■ Exercise details:
The answer must be a single number: how many lines in the entries hold the string "Roger".

■ Material for the task:
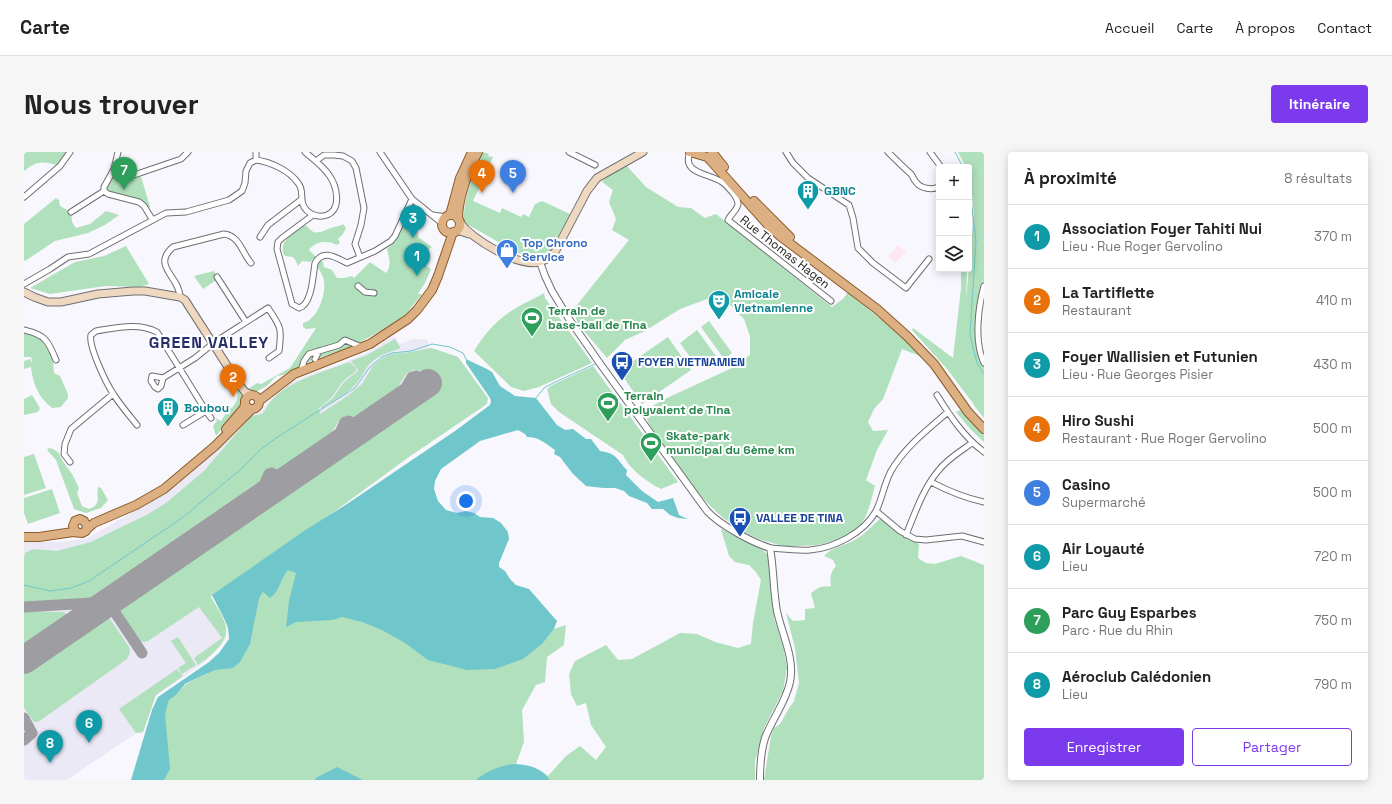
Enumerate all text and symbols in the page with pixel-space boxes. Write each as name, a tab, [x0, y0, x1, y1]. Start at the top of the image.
text: Carte	[20, 15, 70, 40]
text: Accueil	[1105, 19, 1154, 37]
text: Carte	[1176, 19, 1213, 37]
text: À propos	[1235, 19, 1295, 37]
text: Contact	[1317, 19, 1372, 37]
button: Itinéraire	[1271, 85, 1368, 123]
text: Nous trouver	[24, 86, 199, 122]
pin: 7	[111, 157, 137, 190]
pin: 4	[469, 160, 495, 193]
pin: 5	[500, 160, 526, 193]
map controls	[936, 164, 972, 272]
button: +	[936, 164, 972, 200]
text: À proximité	[1024, 167, 1117, 189]
text: 8 résultats	[1284, 170, 1352, 187]
building icon: GBNC	[795, 178, 821, 211]
place label: GBNC	[824, 183, 856, 199]
button: −	[936, 200, 972, 236]
pin: 3	[400, 205, 426, 238]
street label: Rue Thomas Hagen	[737, 212, 833, 292]
text: Association Foyer Tahiti Nui	[1062, 219, 1262, 238]
text: 1	[1034, 228, 1040, 245]
text: 370 m	[1314, 228, 1352, 245]
place label: Top Chrono Service	[522, 235, 588, 265]
button: layers	[936, 236, 972, 272]
shop icon: Top Chrono Service	[494, 237, 520, 270]
text: Lieu · Rue Roger Gervolino	[1062, 238, 1223, 255]
pin: 1	[404, 243, 430, 276]
text: La Tartiflette	[1062, 283, 1154, 302]
place label: Amicale Vietnamienne	[734, 286, 813, 316]
theatre icon: Amicale Vietnamienne	[706, 288, 732, 321]
text: 2	[1033, 292, 1041, 309]
text: 410 m	[1316, 292, 1352, 309]
text: Restaurant	[1062, 302, 1132, 319]
place label: Terrain de base-ball de Tina	[548, 303, 647, 333]
sports icon: Terrain de base-ball de Tina	[519, 305, 545, 338]
district label: GREEN VALLEY	[149, 332, 269, 353]
text: Foyer Wallisien et Futunien	[1062, 347, 1258, 366]
bus stop icon: FOYER VIETNAMIEN	[609, 349, 635, 382]
place label: FOYER VIETNAMIEN	[638, 354, 745, 370]
text: 3	[1033, 356, 1041, 373]
text: 430 m	[1313, 356, 1352, 373]
pin: 2	[220, 364, 246, 397]
text: Lieu · Rue Georges Pisier	[1062, 366, 1213, 383]
place label: Terrain polyvalent de Tina	[624, 388, 731, 418]
sports icon: Terrain polyvalent de Tina	[595, 390, 621, 423]
building icon: Boubou	[155, 395, 181, 428]
place label: Boubou	[184, 400, 229, 416]
text: Hiro Sushi	[1062, 411, 1134, 430]
text: 4	[1033, 420, 1041, 437]
text: 500 m	[1313, 420, 1352, 437]
place label: Skate-park municipal du 6ème km	[666, 428, 795, 458]
sports icon: Skate-park municipal du 6ème km	[638, 430, 664, 463]
text: Restaurant · Rue Roger Gervolino	[1062, 430, 1267, 447]
text: Casino	[1062, 475, 1111, 494]
text: 5	[1033, 484, 1041, 501]
text: 500 m	[1313, 484, 1352, 501]
your location	[456, 491, 476, 511]
text: Supermarché	[1062, 494, 1146, 511]
bus stop icon: VALLEE DE TINA	[727, 505, 753, 538]
place label: VALLEE DE TINA	[756, 510, 843, 526]
text: Air Loyauté	[1062, 539, 1145, 558]
text: 6	[1033, 548, 1041, 565]
text: 720 m	[1314, 548, 1352, 565]
text: Lieu	[1062, 558, 1088, 575]
text: Parc Guy Esparbes	[1062, 603, 1197, 622]
text: 7	[1033, 612, 1041, 629]
text: 750 m	[1314, 612, 1352, 629]
text: Parc · Rue du Rhin	[1062, 622, 1173, 639]
text: Aéroclub Calédonien	[1062, 667, 1211, 686]
text: 8	[1033, 676, 1041, 693]
text: 790 m	[1314, 676, 1352, 693]
text: Lieu	[1062, 686, 1088, 703]
pin: 6	[76, 710, 102, 743]
button: Enregistrer	[1024, 728, 1184, 766]
button: Partager	[1192, 728, 1352, 766]
pin: 8	[37, 730, 63, 763]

■ Solution:
2